[LISTED RECORDS — start]
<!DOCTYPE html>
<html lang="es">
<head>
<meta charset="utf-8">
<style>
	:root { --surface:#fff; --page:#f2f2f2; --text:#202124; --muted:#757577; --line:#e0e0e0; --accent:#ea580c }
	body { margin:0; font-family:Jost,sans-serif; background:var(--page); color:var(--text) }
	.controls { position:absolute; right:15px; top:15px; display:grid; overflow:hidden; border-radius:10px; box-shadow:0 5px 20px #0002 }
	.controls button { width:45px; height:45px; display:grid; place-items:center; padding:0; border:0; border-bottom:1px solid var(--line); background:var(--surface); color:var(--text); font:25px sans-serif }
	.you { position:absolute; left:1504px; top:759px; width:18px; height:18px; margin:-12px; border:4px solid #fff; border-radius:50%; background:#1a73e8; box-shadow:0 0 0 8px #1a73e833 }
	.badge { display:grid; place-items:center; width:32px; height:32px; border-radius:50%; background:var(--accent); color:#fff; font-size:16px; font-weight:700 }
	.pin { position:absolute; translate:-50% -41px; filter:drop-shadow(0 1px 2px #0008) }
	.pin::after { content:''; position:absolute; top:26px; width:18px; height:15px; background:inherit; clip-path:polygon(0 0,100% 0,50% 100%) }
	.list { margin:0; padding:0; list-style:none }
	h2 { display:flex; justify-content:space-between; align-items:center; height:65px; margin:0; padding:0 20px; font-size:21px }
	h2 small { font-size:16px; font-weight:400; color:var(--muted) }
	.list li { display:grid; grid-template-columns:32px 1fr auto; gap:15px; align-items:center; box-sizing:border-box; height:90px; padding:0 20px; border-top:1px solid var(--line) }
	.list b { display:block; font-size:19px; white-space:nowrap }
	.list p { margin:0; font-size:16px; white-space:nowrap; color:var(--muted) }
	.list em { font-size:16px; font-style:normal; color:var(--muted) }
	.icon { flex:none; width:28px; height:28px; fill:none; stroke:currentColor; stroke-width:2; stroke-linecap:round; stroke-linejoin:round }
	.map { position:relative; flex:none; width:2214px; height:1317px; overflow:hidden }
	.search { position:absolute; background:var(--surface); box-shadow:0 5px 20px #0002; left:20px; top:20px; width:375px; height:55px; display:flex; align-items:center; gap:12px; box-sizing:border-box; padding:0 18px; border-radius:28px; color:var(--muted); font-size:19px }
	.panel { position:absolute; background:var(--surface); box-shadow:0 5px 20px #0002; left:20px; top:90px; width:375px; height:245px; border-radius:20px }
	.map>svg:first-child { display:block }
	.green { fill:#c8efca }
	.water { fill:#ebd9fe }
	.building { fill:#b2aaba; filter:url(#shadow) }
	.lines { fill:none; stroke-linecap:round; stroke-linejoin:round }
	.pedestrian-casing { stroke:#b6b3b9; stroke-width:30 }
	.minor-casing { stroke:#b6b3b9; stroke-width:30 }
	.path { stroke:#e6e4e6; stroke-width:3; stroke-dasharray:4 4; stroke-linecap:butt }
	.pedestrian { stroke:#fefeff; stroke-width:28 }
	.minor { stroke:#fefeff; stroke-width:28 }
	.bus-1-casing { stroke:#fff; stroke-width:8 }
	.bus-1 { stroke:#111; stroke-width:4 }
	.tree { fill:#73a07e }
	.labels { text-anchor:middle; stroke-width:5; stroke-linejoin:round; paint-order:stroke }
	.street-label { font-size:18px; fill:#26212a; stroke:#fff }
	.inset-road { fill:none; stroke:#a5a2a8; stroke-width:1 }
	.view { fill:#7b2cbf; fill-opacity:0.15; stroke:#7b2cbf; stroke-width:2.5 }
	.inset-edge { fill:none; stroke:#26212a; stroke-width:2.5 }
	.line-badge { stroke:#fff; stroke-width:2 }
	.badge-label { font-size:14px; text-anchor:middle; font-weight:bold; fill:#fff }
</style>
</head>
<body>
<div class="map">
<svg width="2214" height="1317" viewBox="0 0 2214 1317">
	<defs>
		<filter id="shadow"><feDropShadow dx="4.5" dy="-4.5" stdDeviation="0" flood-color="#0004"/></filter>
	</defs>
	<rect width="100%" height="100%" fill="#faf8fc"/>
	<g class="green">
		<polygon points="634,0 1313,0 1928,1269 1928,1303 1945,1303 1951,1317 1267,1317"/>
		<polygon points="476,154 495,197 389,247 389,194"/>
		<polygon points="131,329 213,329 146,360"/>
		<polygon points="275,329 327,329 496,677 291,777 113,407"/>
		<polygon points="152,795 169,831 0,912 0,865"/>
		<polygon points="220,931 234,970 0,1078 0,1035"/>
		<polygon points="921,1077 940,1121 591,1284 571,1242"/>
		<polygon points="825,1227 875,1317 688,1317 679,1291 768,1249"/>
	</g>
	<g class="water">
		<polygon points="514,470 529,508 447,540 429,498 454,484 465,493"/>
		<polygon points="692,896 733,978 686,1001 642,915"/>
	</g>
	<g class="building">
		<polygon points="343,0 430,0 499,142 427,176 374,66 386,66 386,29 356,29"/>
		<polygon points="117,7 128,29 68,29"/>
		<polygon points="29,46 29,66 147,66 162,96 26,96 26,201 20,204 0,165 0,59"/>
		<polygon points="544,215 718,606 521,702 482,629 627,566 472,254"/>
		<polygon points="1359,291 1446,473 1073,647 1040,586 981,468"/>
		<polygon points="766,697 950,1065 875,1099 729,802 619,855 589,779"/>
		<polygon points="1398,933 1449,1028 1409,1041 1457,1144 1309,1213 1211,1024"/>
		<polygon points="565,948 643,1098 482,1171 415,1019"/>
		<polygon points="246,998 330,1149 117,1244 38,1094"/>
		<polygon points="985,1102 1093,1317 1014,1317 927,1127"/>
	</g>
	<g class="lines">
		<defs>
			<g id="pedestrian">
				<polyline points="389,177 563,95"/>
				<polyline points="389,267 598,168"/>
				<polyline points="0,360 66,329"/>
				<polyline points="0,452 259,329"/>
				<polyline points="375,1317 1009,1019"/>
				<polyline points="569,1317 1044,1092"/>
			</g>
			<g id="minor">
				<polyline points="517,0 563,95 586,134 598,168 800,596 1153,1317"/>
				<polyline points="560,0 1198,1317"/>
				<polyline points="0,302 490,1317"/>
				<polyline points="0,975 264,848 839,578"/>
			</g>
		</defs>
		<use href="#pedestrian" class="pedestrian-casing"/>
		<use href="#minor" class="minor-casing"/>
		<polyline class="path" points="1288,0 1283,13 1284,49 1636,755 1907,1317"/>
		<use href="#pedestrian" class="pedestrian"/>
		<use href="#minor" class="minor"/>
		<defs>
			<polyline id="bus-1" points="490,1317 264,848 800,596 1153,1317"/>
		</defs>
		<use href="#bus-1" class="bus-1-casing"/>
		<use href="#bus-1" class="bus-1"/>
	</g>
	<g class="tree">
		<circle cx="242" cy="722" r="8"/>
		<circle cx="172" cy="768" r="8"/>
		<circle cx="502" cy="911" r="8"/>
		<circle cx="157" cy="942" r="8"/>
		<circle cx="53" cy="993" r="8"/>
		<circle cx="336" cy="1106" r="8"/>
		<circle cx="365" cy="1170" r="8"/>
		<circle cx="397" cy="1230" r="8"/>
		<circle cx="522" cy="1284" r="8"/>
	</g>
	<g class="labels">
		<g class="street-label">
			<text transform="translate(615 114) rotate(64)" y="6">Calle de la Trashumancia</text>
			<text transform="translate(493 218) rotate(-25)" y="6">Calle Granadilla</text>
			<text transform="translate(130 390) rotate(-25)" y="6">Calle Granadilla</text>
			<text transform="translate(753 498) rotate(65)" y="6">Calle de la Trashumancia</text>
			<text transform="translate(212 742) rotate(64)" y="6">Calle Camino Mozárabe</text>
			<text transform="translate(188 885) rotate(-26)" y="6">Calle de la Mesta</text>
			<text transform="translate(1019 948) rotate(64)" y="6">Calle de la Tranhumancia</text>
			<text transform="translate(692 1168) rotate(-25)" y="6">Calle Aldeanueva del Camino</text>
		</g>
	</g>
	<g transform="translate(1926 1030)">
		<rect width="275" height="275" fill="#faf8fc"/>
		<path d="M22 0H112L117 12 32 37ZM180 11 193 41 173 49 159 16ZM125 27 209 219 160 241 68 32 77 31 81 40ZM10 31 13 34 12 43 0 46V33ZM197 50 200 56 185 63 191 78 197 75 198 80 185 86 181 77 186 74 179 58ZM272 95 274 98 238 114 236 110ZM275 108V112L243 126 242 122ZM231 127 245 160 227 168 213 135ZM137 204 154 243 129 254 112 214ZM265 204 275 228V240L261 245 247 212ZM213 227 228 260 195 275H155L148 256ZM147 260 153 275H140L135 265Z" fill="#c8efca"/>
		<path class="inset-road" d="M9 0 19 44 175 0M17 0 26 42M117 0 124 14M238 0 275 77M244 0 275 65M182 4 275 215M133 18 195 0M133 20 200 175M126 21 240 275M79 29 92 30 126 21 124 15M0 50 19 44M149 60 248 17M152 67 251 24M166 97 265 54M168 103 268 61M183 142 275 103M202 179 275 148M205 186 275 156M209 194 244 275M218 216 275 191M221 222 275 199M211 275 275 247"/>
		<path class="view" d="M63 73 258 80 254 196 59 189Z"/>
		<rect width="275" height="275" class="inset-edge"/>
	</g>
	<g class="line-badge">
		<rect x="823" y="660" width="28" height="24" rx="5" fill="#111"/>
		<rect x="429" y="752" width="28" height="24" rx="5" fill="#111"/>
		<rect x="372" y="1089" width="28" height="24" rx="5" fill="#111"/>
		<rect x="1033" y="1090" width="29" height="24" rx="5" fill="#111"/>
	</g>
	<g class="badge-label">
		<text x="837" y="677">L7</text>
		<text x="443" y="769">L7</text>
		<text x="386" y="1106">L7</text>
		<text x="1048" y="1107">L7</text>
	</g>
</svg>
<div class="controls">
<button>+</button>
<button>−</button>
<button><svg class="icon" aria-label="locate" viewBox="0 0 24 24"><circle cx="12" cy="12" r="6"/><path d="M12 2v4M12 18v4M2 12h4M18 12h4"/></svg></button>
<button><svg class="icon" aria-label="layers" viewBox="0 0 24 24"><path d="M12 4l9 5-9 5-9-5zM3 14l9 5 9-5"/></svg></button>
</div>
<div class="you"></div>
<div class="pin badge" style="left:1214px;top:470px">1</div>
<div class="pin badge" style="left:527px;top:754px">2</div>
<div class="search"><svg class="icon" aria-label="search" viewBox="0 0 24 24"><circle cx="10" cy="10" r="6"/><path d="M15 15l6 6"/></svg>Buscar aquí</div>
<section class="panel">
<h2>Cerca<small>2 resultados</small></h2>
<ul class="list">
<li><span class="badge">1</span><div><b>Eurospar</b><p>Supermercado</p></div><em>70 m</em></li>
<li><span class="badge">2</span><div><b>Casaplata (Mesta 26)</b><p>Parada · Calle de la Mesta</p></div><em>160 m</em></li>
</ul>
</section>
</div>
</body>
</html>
[LISTED RECORDS — finish]
Your answer must consist only of the lines from the start of the records above through the line with "position:absolute; right:15px; top:15px;", each retyped exactly.

ANSWER BELOW –
<!DOCTYPE html>
<html lang="es">
<head>
<meta charset="utf-8">
<style>
	:root { --surface:#fff; --page:#f2f2f2; --text:#202124; --muted:#757577; --line:#e0e0e0; --accent:#ea580c }
	body { margin:0; font-family:Jost,sans-serif; background:var(--page); color:var(--text) }
	.controls { position:absolute; right:15px; top:15px; display:grid; overflow:hidden; border-radius:10px; box-shadow:0 5px 20px #0002 }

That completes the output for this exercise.